Univariate analysis of DFI and OS and multivariate analysis of DFI and OS including age (>61 vs. ≤61 years), sex (female, male), HPV status (HPV-positive, HPV-negative), localization (oropharynx, all other), AJCC stage (I–III, IV), and margin status (negative/close, positive).

Bold fonts indicate statistical significance.

HR hazard ratio, CI 95% confidence interval.

^aAnalysis not feasible, because of low sample size (only a single tumor was HPV+ and G1).

High CDG was associated with significantly shorter PFI and OS in the study cohort in univariate and in multivariate analysis. High BG scores were associated with significantly shorter PFI and OS in univariate analysis and with significantly shorter OS but not PFI in multivariate analysis. High WHO grade was associated with significantly shorter OS in univariate analysis, but not in multivariate analysis and not with significantly shorter PFI. In the subgroup of HPV-negative tumours, CDG was a significant prognostic marker for OS in univariate and in multivariate analysis, WHO grade was a significant prognostic marker only in univariate analysis, while the BG score did not reach significance. In the subgroup of HPV-positive tumours, CDG and BG score were significant prognostic markers for OS in univariate analysis, while analysis of WHO grading was not feasible due to a small number of samples.

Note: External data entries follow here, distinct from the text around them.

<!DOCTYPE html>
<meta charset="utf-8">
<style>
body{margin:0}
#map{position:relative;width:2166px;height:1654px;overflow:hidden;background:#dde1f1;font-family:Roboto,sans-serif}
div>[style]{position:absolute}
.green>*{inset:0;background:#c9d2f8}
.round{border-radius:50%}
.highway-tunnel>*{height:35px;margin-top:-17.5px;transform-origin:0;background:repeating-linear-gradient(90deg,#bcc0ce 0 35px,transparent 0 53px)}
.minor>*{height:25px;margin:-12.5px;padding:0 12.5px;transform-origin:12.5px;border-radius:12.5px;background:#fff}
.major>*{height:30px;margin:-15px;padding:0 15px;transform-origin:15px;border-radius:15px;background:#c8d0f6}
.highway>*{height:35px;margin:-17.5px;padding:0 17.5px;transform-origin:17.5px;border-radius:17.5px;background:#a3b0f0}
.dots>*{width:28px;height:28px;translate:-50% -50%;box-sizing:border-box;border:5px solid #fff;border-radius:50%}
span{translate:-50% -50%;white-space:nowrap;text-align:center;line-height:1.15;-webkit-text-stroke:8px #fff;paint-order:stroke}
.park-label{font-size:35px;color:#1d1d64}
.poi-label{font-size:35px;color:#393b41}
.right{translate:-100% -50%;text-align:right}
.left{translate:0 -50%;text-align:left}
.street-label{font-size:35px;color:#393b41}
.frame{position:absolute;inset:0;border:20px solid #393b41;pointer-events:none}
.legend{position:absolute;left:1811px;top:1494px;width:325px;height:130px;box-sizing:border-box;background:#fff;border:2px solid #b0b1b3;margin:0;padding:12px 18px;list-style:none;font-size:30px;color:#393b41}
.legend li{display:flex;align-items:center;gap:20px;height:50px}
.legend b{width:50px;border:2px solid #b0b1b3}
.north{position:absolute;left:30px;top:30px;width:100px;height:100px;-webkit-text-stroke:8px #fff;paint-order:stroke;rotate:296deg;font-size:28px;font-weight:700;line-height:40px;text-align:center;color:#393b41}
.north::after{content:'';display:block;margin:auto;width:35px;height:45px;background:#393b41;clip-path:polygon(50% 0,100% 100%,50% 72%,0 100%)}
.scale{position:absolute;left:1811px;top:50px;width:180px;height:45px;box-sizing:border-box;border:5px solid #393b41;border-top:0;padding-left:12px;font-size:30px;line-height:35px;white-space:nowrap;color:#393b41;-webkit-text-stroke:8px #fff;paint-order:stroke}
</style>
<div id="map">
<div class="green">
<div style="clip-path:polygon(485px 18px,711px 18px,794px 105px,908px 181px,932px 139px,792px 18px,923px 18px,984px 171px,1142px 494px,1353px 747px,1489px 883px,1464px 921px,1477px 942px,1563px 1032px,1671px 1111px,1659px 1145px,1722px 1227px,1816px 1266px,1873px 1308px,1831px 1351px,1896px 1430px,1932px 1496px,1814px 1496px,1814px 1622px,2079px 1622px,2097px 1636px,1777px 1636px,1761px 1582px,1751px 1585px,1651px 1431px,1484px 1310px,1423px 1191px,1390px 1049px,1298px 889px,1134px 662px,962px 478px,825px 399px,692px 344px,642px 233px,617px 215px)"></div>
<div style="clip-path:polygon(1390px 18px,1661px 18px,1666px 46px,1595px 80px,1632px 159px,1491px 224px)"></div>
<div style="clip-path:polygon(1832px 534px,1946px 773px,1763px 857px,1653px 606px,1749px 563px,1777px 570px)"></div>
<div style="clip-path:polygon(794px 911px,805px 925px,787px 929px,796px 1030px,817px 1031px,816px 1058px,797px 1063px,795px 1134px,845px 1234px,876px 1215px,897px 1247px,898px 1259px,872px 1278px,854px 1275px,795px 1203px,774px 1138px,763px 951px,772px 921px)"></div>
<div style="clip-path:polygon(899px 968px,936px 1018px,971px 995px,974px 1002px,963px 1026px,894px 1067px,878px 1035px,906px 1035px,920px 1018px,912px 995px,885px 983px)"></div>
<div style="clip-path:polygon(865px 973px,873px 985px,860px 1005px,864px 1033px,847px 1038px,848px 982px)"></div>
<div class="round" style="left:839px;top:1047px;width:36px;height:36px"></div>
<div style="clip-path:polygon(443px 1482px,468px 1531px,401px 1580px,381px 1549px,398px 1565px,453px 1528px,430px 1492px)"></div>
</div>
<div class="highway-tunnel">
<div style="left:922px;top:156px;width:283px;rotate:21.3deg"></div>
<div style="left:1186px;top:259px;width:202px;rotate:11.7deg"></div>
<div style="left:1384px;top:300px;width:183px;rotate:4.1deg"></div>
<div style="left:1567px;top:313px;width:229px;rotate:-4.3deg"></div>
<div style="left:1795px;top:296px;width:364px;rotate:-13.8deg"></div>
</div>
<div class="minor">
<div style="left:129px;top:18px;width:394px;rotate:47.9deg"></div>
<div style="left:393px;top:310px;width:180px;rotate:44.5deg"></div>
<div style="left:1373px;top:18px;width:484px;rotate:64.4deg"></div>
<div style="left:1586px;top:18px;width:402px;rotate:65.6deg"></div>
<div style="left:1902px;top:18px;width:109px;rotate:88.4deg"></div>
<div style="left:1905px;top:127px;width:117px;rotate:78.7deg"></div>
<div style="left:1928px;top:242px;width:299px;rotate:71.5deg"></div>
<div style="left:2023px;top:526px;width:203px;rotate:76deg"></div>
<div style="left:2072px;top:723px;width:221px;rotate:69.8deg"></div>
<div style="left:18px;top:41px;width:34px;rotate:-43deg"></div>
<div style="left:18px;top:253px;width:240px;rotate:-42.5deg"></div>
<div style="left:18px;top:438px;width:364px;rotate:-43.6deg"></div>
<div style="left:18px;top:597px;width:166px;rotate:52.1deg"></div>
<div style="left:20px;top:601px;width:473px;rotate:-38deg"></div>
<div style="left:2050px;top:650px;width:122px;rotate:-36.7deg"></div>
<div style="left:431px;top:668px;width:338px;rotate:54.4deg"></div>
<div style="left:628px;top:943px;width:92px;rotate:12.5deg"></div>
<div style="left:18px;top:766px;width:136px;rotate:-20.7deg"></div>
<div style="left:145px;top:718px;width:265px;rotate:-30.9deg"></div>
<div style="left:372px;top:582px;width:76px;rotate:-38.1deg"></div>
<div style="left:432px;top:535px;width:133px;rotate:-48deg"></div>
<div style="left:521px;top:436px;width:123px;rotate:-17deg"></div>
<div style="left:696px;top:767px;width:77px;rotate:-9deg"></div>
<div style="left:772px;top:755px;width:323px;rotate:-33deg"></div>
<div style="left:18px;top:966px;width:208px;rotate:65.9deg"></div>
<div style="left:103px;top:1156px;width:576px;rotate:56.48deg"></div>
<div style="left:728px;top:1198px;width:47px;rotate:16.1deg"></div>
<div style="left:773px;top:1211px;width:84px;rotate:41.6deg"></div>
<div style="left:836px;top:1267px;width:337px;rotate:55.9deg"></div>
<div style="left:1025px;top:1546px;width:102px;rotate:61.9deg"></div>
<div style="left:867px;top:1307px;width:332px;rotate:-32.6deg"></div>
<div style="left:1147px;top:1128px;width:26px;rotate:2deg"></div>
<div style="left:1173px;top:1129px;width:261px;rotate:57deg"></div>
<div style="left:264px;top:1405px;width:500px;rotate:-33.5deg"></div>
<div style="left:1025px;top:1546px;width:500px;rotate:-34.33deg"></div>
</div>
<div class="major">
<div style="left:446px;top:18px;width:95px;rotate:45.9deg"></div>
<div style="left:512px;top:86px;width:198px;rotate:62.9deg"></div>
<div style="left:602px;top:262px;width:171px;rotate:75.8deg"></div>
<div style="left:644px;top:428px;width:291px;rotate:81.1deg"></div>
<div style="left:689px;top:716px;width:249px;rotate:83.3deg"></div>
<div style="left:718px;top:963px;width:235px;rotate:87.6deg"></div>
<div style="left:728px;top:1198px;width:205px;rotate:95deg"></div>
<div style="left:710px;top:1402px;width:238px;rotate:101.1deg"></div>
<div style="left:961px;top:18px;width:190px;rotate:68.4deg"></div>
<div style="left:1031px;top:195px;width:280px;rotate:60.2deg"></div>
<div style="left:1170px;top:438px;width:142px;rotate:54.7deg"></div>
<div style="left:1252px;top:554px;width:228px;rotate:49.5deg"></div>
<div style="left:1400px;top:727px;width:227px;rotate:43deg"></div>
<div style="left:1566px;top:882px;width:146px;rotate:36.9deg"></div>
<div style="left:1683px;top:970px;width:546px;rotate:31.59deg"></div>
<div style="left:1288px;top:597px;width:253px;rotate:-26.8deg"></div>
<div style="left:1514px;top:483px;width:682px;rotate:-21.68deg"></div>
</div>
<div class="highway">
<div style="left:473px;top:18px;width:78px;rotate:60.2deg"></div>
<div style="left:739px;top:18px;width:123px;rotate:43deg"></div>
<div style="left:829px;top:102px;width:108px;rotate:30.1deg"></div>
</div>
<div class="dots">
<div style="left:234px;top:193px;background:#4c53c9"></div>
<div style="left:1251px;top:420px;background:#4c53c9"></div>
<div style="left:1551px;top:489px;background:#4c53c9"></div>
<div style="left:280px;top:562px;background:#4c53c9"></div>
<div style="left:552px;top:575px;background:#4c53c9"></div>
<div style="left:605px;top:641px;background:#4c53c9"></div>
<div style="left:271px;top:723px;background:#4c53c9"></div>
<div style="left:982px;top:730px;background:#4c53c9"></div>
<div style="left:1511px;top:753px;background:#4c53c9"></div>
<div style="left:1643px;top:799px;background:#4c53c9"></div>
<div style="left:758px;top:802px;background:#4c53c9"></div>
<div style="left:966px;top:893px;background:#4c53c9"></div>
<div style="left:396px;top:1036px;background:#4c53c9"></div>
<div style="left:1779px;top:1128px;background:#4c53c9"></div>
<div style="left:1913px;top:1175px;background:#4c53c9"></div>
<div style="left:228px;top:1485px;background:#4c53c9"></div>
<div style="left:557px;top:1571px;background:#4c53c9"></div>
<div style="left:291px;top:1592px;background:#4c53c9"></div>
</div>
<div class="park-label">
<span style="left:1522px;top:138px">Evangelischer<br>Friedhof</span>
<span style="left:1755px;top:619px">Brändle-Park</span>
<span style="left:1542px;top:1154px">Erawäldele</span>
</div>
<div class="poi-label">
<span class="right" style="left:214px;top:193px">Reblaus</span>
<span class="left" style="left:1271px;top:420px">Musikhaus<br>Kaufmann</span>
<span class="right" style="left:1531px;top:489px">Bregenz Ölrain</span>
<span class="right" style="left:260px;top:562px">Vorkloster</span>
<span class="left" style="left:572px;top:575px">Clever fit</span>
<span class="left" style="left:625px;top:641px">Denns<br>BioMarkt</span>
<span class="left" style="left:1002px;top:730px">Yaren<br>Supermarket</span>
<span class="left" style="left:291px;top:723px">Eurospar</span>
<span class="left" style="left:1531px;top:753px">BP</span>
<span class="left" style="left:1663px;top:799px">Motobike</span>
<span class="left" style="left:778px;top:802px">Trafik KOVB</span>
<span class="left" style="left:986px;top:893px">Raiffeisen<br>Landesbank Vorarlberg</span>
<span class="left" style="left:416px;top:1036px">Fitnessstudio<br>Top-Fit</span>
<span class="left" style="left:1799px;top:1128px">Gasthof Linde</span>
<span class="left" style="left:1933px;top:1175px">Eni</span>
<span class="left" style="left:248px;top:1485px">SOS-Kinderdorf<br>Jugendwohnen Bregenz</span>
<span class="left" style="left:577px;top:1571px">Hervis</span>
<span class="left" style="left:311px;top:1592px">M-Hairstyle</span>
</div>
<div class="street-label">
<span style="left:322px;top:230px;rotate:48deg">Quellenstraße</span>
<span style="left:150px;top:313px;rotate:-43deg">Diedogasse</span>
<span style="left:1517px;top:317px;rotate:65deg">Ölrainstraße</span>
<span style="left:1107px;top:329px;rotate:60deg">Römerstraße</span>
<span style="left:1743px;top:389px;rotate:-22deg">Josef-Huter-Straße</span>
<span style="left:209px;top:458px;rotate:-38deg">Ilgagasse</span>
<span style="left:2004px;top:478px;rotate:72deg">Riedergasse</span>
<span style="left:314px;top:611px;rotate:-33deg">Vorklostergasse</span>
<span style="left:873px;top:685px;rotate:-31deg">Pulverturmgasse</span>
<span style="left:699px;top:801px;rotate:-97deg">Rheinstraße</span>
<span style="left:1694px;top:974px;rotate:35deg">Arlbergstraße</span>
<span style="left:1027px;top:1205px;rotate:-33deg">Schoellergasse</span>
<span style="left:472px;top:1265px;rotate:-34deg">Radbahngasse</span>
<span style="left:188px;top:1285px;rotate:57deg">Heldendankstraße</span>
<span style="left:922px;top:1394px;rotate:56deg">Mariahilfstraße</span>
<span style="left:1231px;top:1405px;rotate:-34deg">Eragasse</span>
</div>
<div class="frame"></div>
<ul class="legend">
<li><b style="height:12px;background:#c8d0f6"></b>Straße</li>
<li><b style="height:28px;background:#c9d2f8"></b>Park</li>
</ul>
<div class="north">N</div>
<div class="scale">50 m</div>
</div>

In a multivariate analysis of OS including all three grading systems and clinicopathological tumour characteristics, CDG remained as significant prognostic factor (HR = 1.53, CI 1.06–2.21, p = 0.02), while the BG score and WHO grading did not reach significance (Supplemental Table S7). In summary, CDG outperformed the two other grading systems in a prognostic stratification of the study cohort, the subcohort of HPV-negative tumours, and the subcohort of HPV-positive tumours.

Evaluation of TB in a single HPF

To translate the evaluation of TB to small tissue biopsies, we analysed TB in a single HPF simulating a situation in which only a limited tissue area is available. The numbers of budding foci detected in 1 and in 10 HPF were strongly correlated (R = 0.88, p < 0.001, Fig. 5). Linear regression revealed that the number of buds detected by the 10-HPF method were about threefold higher than the number of buds detected by the 1-HPF method. Based on that, we converted TB cutpoints for the 10-HPF method to TB cutpoints for the 1-HPF method (Fig. 2e). As the study cohort included only resection specimen which according to the International Tumor Budding Consensus Conference (ITBCC) allows to account for the heterogeneity in TB distribution along with higher interobserver agreement [16] most of our analyses were based on the 10-HPF approach.

Fig. 5. Comparison of the 1-HPF and the 10-HPF method for the evaluation of TB.

Evaluation of TB in 10 high-power fields (HPF) and in a single HPF. Linear regression revealed that the detected number of budding foci differed by a factor of about three.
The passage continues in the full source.